6.27東北全労協が山城博治さん迎えて集会

「沖縄の声を国政へ!」

被災地東北と沖縄との連携強めて

 【宮城】六月二七日仙台市で、沖縄から山城博治さん(沖縄平和運動センター事務局長)を迎えた集会がひらかれた。
 昨年一〇月、オスプレイ配備に抗議して普天間基地を包囲する大きな闘いが沖縄で展開された。その先頭に立った山城さんは、包囲闘争の直後、宮城全労協の集会で講演した。その後、国政は大きく転換した。山城さんは今回、新政権下で進む政治の右傾化、軍国主義化に歯止めをかけるために全力を尽くすと決意を語った。
 集会を主催した東北全労協は二つのことを強調した。第一に東北全労協は大田昌秀さん、山内徳信さんと続いてきた沖縄発の全国的な政治の流れに連帯し、呼応して闘ってきたこと。第二に、東日本大震災の苦難の中で、糸数慶子さんや県議会議員の皆さんをはじめ沖縄から力強い支援を得、被災地・東北と沖縄とのつながりを実感してきた。とくに福島第一原発事故が「共通の課題」を突きつけていること。

山城さんが熱弁
「不条理を正す」
 一時間の講演の中で、山城さんは力強く情熱的に語りかけた。多くの事例をあげて、安倍政権の危険な政策が受け入れられている現状が問題だと指摘し、ともに団結して打破しようと訴えた。
 憲法改悪の動き、強者を助ける経済政策、あやうい外交、TPP参加、消費税導入、福祉の切捨て、広がる「ヘイト」の動き、若年層の高失業、そしてもちろんオスプレイをはじめとする沖縄への攻撃。
 安倍政権の政策が「理不尽」であることが日々、明らかになってきている。憲法改悪についても、九六条から変えるという安倍首相の手法は卑怯であり、サギであり、自民党の中からも異議が出ているほどだ。にもかかわらず、政権への高い支持が続いている。この「不条理な現状」に対して声をあげねば、参議院選挙以降に反動政策が一挙に押し寄せるだろう。過半数を占めた政権は戦争国家への準備を進めていくだろう。
 一方、自民党の地方組織は重要政策をめぐって中央と分裂的事態にある。TPPをめぐる山形県連、原発をめぐる福島県連、基地をめぐる沖縄県連。自民党はこれらを深慮することなく「アベノミクスで景気が持ち直した」と押し切ろうとしている。「東北はどうなるのか」、議論を深めていきたいと山城さんは提起した。
 「尖閣」問題については「有事にいたる危険性」に強い危惧を表明した。現在の「一触即発の事態」を意図的に作り出したのは誰か、どのような政治勢力がいまの事態を望んだのか。

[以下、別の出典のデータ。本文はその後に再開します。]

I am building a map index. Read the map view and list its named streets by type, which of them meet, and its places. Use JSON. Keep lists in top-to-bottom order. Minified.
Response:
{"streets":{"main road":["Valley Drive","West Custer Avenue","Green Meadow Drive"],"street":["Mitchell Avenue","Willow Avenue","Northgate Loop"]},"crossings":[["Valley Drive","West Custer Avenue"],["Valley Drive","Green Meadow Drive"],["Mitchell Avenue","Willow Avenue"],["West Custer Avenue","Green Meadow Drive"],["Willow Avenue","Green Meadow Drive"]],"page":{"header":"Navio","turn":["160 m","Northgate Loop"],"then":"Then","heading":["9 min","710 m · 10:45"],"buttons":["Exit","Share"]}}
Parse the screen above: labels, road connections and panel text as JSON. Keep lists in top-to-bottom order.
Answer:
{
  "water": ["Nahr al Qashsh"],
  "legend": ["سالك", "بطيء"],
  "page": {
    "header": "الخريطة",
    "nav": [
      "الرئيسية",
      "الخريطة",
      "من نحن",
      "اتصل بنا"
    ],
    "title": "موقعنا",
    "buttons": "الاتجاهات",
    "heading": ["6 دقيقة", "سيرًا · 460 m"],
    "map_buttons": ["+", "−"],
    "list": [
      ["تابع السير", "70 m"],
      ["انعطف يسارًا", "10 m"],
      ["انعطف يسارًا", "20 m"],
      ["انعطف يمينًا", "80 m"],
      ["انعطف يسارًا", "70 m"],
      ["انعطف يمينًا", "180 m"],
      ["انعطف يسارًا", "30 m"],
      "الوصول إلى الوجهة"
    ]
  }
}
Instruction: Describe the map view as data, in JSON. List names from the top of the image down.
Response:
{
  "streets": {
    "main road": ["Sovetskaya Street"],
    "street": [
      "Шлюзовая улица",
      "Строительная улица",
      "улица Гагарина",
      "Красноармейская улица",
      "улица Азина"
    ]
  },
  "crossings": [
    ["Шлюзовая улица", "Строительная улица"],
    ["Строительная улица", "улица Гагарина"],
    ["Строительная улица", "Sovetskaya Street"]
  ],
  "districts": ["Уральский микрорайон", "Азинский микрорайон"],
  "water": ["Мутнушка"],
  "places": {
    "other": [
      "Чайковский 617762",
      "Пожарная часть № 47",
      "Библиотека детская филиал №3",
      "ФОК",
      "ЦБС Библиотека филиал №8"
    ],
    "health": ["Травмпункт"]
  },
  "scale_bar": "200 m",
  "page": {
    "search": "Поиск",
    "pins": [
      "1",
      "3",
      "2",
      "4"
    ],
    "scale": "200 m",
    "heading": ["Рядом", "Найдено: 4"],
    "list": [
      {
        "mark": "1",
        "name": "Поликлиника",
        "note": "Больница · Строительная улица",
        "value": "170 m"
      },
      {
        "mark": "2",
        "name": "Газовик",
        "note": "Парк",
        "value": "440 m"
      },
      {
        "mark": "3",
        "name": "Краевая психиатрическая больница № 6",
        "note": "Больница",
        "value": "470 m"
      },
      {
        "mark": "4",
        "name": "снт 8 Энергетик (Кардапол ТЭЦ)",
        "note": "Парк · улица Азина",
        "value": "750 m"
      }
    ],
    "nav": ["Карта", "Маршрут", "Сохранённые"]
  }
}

それらと対抗して、平和的解決の流れに切り返していかねばならない。「戦争になったら沖縄は再び犠牲になり、海に沈むだろう。沖縄はそれを絶対に許さない」。
 戦争への道を許さないために、現政権と対抗する運動を広く発展させていくことが問われている。沖縄が国政に果たす意味とその重さには格別のものがある。沖縄の地から全力を尽くして訴えていく。山城さんはそのように決意を述べた。

労働組合運動の
再生をアピール
 山城さんは最後に、自治労沖縄で労働運動を担ってきた立場として、また集会の主催が東北全労協であることと関連して、安倍政権下で進む労働法制の規制緩和に対して、これを粉砕する闘いを組織しようと呼びかけた。「労働者の権利は当然だ、その共通認識のうえに労働三法があった。その根本を変えようとする勢力が安倍政権に再結集し、最低賃金もいらない、労働市場を流動化させるために解雇自由は当然だと主張している」。
 山城さんは、反戦・平和運動においても、労働者の権利と生活を守るためにも「労働組合を再生しなければならない」という言葉を講演の結語とした。聞き入っていた参加者たちは、何度も拍手を送って熱弁への連帯と謝意をあらわした。